DAISY—Structure Guidelines: Intro to Structured Markup, Structure and Hierarchy
The main elements of a document, such as parts, chapters, sections, stanzas, etc., and their interrelationships, constitute its primary structure. These are ordinarily arranged hierarchically. For example, a novel consisting of an introduction and ten chapters has a very simple structure of eleven elements all at the same hierarchical level. On the other hand, a textbook containing parts, chapters, and sections has a more complex structure with text elements at three hierarchical levels: parts at the highest level, chapters at the middle level, and sections at the lowest level. Appropriate markup is used to identify the proper hierarchical structure of a document.
Levels describe the relative position of the major structural elements of a book. The hierarchy they define provides the end user with the ability to navigate within the DTB. Therefore it is critical that the markup of levels be correct.
Two methods of marking up levels are allowed.:
Six tags are used: <level1>, <level2>, <level3>, etc., through <level6>, with the highest level of a book tagged as <level1>.
A single <level> tag is used to mark all levels, with differences between the levels defined by a nesting hierarchy, and optionally with the “depth” attribute. (See Alternative Markup in Part II(a): Major Structures).
In the following examples and discussion, only the level1-level 6 method is described.
A level is marked up in the following way. Determine at which level the structural component (part, chapter, section, etc.) occurs in the original document. The class attribute may be used to name (identify) it. The use of class attributes is not required, however, in some players they may provide additional information to the user.
If the highest level of the book is “Part” the tag might read <level1 class=”part”> and if the next level consists of “Chapter”, the second level might read <level2 class=”chapter”>. If a book is made up of chapters which contain sections, the chapters might be tagged <level1 class=”chapter”> and the sections tagged as level <level2 class=”section”>. In a book with one level (chapters) only the <level1 class=”chapter”> tag would be used.
It is not necessary to use the class attribute names shown in the examples in these guidelines (part, chapter, section, etc.). A level can be called anything that doesn’t violate basic naming conventions (spaces, colons, commas, and periods cannot be used in attributes). <level1 class=”kazong”> is a valid name, even if it is not very descriptive. DTB producers should assign names to levels using their local language. For example: <level1 class=”kapitel”> (Nordic for chapter).
If the structural component has a heading in the print book, mark it using the tags <h1> through <h6>. The numbers of the level tag and of the heading tag must be identical (h1 for level1, h2 for level2, etc.). The class attribute value used in the level tag may also be used within the heading tag. For example:
<h1 class="chapter">Darwin's Formative Years</h1>
In the remaining examples in this document, the class attribute value is not used in the heading tags.

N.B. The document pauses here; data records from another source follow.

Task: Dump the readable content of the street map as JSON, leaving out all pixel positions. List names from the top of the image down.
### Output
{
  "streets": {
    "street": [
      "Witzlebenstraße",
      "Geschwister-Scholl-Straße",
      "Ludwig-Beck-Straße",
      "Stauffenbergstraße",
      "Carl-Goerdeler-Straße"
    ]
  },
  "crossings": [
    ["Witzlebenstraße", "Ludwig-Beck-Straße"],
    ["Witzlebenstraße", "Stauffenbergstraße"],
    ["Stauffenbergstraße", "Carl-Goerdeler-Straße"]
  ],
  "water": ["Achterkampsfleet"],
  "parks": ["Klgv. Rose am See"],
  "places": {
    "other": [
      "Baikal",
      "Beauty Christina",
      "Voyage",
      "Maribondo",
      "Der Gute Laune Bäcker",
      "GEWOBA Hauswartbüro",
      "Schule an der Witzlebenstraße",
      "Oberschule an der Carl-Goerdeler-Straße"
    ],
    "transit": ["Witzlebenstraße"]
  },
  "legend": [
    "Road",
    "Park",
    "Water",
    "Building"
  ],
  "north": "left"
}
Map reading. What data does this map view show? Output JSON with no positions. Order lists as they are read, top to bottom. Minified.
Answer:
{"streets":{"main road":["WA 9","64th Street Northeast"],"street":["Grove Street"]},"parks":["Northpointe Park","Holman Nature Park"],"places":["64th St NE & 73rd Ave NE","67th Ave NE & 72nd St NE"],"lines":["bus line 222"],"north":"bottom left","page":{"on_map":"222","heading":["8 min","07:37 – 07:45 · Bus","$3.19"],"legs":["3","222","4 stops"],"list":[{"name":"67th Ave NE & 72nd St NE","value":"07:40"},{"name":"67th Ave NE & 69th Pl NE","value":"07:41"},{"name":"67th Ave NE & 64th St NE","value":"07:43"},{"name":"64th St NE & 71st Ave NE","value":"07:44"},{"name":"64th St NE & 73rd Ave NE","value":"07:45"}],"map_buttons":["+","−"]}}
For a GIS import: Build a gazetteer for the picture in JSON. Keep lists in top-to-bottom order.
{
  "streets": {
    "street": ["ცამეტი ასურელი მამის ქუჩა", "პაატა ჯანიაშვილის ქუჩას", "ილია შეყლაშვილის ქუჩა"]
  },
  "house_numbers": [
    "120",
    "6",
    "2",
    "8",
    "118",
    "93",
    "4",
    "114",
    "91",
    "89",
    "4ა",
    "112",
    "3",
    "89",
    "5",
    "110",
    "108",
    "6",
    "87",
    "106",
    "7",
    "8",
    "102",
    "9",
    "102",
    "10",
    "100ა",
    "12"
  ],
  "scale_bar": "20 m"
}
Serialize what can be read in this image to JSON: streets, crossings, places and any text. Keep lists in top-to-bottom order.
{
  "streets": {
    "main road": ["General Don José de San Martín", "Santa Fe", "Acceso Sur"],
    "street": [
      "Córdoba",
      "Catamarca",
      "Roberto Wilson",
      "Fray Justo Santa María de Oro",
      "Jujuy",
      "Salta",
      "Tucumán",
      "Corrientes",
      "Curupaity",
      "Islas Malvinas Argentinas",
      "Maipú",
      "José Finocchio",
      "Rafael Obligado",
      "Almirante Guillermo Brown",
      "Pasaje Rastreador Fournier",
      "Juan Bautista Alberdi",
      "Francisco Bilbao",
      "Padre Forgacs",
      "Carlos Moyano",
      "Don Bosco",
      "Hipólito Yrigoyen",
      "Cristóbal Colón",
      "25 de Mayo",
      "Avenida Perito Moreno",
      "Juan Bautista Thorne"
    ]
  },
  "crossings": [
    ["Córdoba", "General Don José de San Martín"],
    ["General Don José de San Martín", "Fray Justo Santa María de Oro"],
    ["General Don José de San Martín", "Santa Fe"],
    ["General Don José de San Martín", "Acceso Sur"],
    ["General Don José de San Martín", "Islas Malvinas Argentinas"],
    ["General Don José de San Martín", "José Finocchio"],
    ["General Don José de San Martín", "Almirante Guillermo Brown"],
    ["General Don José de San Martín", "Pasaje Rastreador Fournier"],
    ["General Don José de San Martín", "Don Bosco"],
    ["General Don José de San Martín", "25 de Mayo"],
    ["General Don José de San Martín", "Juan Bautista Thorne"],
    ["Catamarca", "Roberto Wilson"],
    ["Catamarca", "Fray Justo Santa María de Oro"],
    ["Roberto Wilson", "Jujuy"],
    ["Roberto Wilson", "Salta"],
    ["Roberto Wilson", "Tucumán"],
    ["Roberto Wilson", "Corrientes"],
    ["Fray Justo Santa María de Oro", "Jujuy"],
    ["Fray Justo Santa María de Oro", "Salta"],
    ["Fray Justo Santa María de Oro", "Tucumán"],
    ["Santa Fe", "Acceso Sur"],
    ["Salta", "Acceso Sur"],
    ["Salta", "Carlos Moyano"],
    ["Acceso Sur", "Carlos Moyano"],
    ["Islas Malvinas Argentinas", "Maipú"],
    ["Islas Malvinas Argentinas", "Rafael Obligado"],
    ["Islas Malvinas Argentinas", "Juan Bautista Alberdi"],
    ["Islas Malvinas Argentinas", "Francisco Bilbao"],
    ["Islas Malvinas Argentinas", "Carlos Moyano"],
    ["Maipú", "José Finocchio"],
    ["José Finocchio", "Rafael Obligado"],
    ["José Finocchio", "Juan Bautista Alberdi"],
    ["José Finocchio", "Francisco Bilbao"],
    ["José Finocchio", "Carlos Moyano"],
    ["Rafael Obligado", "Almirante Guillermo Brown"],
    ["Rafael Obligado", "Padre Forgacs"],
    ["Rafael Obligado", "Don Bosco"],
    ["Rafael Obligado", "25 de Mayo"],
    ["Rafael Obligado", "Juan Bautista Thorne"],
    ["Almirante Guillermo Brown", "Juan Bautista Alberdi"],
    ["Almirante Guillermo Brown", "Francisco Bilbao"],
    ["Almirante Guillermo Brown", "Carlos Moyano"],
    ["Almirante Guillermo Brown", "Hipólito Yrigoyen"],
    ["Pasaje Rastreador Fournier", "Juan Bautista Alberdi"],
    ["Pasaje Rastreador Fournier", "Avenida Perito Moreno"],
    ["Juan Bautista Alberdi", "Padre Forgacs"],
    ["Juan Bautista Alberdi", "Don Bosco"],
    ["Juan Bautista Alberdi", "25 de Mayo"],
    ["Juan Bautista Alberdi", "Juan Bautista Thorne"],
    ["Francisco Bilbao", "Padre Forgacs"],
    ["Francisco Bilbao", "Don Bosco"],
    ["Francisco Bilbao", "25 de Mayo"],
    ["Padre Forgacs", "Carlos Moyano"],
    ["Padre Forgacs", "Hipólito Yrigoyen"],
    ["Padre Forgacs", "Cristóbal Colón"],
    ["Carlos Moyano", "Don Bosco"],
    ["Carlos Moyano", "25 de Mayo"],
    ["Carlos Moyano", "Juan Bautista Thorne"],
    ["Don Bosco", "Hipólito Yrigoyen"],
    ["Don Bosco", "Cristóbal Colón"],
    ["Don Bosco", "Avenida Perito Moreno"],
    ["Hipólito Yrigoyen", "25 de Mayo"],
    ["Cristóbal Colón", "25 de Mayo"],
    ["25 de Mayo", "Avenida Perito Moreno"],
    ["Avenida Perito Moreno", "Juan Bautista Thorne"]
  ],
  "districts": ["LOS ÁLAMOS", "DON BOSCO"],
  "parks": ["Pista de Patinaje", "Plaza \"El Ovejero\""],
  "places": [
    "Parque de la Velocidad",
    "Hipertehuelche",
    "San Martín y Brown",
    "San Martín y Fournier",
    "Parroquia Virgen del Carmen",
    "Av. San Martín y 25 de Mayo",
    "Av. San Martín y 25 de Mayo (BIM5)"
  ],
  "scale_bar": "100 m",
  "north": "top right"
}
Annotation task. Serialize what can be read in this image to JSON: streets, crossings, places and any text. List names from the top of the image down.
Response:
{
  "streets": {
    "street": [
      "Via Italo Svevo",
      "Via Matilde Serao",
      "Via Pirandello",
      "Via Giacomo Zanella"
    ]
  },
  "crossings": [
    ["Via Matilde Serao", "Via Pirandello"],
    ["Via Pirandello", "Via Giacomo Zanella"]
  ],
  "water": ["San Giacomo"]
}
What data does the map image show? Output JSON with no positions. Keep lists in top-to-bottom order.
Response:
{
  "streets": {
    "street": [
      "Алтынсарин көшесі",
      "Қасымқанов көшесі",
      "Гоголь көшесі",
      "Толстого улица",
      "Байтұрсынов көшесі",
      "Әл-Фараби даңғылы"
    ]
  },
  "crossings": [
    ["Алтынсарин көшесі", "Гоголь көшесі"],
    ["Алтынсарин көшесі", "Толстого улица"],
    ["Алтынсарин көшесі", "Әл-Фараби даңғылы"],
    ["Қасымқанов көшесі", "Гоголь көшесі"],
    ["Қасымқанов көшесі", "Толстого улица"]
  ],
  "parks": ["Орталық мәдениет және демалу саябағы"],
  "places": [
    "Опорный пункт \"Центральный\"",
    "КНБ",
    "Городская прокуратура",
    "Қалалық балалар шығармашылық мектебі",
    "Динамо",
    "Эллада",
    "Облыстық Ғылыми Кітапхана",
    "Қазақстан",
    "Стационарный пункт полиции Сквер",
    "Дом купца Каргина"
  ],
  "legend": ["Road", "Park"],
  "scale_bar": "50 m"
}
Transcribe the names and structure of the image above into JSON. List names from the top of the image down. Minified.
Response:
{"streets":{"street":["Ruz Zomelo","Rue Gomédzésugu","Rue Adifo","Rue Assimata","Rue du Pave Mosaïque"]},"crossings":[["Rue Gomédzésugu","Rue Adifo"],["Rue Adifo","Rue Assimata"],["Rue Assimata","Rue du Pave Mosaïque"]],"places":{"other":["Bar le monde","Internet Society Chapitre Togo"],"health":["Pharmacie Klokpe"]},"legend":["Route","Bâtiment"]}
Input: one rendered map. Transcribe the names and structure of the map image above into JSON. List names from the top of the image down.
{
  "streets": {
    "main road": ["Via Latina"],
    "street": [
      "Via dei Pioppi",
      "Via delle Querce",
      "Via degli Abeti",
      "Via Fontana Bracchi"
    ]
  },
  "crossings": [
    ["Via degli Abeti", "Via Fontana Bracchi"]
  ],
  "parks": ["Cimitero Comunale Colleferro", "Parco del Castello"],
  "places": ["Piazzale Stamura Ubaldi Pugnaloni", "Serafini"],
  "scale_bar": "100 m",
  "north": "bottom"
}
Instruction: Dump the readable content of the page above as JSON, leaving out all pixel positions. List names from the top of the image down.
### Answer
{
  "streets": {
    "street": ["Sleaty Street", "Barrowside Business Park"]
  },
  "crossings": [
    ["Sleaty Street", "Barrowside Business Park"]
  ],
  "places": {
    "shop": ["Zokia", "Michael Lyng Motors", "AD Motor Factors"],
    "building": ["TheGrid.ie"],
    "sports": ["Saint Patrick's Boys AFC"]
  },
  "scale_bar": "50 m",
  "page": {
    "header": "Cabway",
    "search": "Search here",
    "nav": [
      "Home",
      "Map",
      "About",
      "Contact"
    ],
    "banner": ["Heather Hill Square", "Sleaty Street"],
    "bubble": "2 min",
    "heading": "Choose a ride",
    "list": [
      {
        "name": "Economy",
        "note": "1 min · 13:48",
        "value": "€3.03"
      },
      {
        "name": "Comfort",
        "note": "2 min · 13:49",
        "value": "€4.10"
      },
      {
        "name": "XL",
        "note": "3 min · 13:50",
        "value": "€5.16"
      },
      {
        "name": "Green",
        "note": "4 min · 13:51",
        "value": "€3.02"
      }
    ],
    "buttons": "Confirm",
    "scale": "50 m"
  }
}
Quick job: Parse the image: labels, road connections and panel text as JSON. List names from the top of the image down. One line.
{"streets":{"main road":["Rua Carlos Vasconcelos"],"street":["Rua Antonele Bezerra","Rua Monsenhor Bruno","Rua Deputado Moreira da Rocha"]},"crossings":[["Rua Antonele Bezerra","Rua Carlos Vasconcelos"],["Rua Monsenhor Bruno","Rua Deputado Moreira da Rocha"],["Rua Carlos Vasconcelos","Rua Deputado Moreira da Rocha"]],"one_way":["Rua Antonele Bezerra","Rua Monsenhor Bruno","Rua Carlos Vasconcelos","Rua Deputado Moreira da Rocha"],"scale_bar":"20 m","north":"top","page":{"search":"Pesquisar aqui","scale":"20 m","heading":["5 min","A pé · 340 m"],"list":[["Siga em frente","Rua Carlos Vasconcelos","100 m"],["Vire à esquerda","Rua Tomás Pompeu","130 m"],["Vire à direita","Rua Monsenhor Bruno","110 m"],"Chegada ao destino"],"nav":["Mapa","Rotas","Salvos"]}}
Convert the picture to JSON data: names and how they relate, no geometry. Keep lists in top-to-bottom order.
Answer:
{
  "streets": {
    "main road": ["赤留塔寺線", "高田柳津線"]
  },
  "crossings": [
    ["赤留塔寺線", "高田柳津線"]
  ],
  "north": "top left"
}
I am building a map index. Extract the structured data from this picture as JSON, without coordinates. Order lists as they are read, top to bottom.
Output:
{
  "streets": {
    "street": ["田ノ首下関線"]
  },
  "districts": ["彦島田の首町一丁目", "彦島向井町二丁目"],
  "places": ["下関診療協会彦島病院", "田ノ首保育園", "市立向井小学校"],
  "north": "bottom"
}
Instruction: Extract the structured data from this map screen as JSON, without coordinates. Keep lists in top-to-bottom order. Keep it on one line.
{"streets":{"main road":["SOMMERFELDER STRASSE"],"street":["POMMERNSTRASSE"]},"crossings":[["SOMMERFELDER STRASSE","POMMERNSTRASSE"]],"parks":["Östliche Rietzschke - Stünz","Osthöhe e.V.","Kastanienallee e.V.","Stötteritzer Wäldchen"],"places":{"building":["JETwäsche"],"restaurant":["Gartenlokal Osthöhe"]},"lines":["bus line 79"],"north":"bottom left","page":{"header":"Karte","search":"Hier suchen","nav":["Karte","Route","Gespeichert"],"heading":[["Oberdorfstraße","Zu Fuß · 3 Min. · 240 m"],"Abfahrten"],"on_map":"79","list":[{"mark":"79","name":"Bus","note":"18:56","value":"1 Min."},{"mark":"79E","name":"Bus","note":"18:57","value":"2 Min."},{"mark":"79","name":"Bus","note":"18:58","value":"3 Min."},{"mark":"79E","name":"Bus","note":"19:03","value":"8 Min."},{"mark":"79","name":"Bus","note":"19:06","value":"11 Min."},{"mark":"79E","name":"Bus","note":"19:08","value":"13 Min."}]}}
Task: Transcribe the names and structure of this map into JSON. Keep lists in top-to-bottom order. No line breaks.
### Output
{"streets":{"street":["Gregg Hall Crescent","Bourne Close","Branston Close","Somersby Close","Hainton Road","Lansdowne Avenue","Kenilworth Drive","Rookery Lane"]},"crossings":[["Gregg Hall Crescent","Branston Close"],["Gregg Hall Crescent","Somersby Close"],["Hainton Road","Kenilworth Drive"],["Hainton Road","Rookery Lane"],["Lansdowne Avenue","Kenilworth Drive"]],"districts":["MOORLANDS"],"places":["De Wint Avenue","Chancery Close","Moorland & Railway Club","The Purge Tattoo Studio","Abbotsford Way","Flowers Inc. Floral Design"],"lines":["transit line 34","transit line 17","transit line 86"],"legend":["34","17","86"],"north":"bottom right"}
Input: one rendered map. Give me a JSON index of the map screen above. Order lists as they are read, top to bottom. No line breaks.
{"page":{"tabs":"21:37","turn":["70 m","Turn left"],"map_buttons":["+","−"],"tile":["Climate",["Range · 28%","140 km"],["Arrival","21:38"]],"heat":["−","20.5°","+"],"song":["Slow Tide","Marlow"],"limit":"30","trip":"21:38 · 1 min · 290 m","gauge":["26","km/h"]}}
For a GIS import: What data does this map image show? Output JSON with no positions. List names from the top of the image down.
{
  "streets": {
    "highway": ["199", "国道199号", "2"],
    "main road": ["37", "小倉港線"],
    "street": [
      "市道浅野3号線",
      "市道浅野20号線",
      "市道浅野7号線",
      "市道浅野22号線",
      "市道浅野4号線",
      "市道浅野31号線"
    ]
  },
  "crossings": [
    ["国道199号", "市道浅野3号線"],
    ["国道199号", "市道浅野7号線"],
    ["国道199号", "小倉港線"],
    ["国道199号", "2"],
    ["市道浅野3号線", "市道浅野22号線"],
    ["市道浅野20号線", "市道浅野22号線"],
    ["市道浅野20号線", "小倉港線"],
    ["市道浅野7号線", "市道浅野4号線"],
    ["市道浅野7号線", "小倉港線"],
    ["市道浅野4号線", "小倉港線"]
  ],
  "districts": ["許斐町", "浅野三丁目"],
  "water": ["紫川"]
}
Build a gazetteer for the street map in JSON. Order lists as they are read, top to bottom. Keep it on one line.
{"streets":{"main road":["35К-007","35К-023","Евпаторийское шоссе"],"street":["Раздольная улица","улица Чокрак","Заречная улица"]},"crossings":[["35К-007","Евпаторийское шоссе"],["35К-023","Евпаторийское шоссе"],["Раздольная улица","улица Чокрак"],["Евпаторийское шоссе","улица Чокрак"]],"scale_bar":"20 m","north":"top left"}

The level tags are the container for the part, chapter, etc., while the h1 to h6 tags mark the heading for that part, chapter, etc.
At the end of the structural component being contained by the level it is necessary to insert the appropriate end tag: </level2> (end of level 2), </level1> (end of level1). For example:
<h1>Darwin's Formative Years</h1>
<!-- content of chapter -->
For further discussion of levels, see Information Object: Major Structural Elements, Levels.
In a DTB that is valid to the DTD and the DAISY Standard, (and thus produced according to the requirements of XML), components at different levels in the hierarchy must be nested, that is, contained one within the other. See the W3C Extensible Mark Up Language 2004 Recommendation. This means that a component at a lower level must fit completely inside the higher level. When a second tag is opened before the previous tag is closed, proper nesting must be observed—the second tag must be closed before the first is closed.
Valid mark up:
<level1> <level2> </level2> </level1>
Invalid mark up:
<level1> <level2> </level1> </level2>
Note also that the invalid mark up shown above is also not well-formed XML.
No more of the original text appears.